Hi,

I saw an interesting variation in 
http://www.deelin.com/downloads/books/java_concurrency_in_practice.pdf
on Page 213 -

Listing 16.6. Lazy Initialization Holder Class Idiom.
@ThreadSafe
public class ResourceFactory {
     private static class ResourceHolder {
         public static Resource resource = new Resource();
     }
     public static Resource getResource() {
         return  ResourceHolder.resource ;
     }
}

' The lazy initialization
holder class idiom [EJ Item 48] in Listing 16.6 uses a class whose
only purpose is to initialize the Resource.
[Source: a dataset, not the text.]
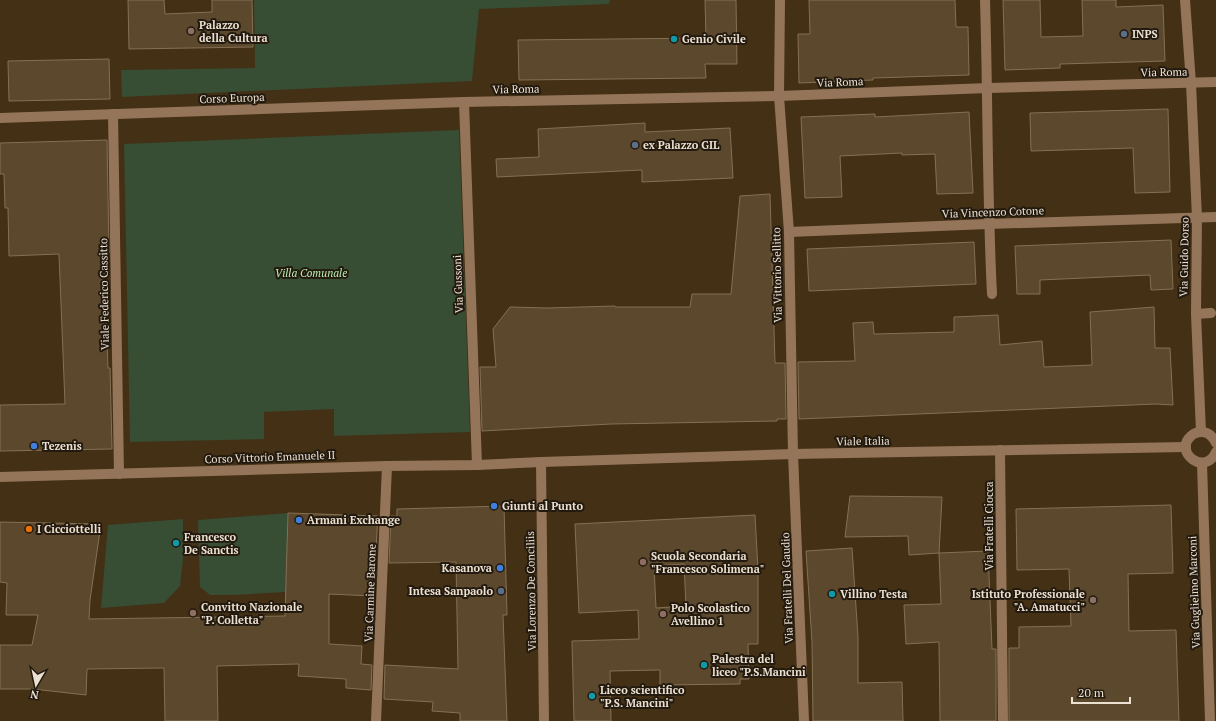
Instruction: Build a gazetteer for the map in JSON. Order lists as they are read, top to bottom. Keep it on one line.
{"streets":{"street":["Via Roma","Corso Europa","Via Vincenzo Cotone","Via Guido Dorso","Via Vittorio Sellitto","Via Gussoni","Viale Federico Cassitto","Viale Italia","Corso Vittorio Emanuele II","Via Fratelli Ciocca","Via Fratelli Del Gaudio","Via Lorenzo De Conciliis","Via Guglielmo Marconi","Via Carmine Barone"]},"crossings":[["Via Roma","Corso Europa"],["Via Roma","Via Guido Dorso"],["Via Roma","Via Vittorio Sellitto"],["Via Roma","Via Gussoni"],["Corso Europa","Via Gussoni"],["Corso Europa","Viale Federico Cassitto"],["Via Vincenzo Cotone","Via Guido Dorso"],["Via Vincenzo Cotone","Via Vittorio Sellitto"],["Via Vittorio Sellitto","Viale Italia"],["Via Vittorio Sellitto","Via Fratelli Del Gaudio"],["Via Gussoni","Corso Vittorio Emanuele II"],["Viale Federico Cassitto","Corso Vittorio Emanuele II"],["Viale Italia","Corso Vittorio Emanuele II"],["Viale Italia","Via Fratelli Ciocca"],["Viale Italia","Via Fratelli Del Gaudio"],["Viale Italia","Via Lorenzo De Conciliis"],["Corso Vittorio Emanuele II","Via Lorenzo De Conciliis"],["Corso Vittorio Emanuele II","Via Carmine Barone"]],"parks":["Villa Comunale"],"places":["Palazzo della Cultura","INPS","Genio Civile","ex Palazzo GIL","Tezenis","Giunti al Punto","Armani Exchange","I Cicciottelli","Francesco De Sanctis","Scuola Secondaria \"Francesco Solimena\"","Kasanova","Intesa Sanpaolo","Villino Testa","Istituto Professionale \"A. Amatucci\"","Convitto Nazionale \"P. Colletta\"","Polo Scolastico Avellino 1","Palestra del liceo \"P.S.Mancini","Liceo scientifico \"P.S. Mancini\""],"scale_bar":"20 m","north":"bottom"}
The JVM
defers initializing the ResourceHolder class until it is actually used
[JLS 12.4.1], and because the Resource is initialized
with a static initializer, no additional synchronization is needed.
The first call to getresource by any thread causes
ResourceHolder to be loaded and initialized, at which time the
initialization of the Resource happens through the static
initialize.'

The book is well worth reading btw.

Regards

On Jun 7, 10:57 am, Chris <[email protected]> wrote:
> >public class MySingleton {
> >  *private* static mySingleton = null;
>
> >  public static *synchronized* getMySingleton() {
> >    if (mySingleton == null) {
> >      mySingleton = new MySingleton();
> >    }
> >    return mySingleton;
> >  }
>
> To be absurdly pedantic, this is indeed thread-safe but overwhelmingly so.  
> There's no need to enter a synchronized block if you know you're don't have
> to.  The pattern you used, 'checked locking,' gave rise to double-checked
> locking (check first if mySingleton is null, and if so then pay the price
> for synchronization).  But the <1.5 JVMs optimized this check out, so DCL in
> Java <1.5 was ineffective.
>
> The correct way to do DCL in JVM 1.5 and after was to make mySingleton
> volatile (as Mark noted before).  But relying on a fixed JVM is no way to
> fix a development anti-pattern.
>
> Initialization on-demand holder got rid of the synchronization requirements
> entirely, but you pay if initialization is operation-intensive.  For
> Android, proper DCL (with volatile singleton) works great, but still
> requires thread synchronization.  I'd argue that on a modern processor this
> would be ok, but mobile processors shouldn't rely on tons of processing
> power.  On the flip side, they also shouldn't rely on tons of heap space
> either but I think I'm getting too pedantic for my own good here.
>
> tl;dr:
>
> Pay basic attention to thread synchronization when trying to use standard
> patterns for common pitfalls.  Don't design for every possible scenario, but
> when you're debugging threading code keep these types of gotchas in mind.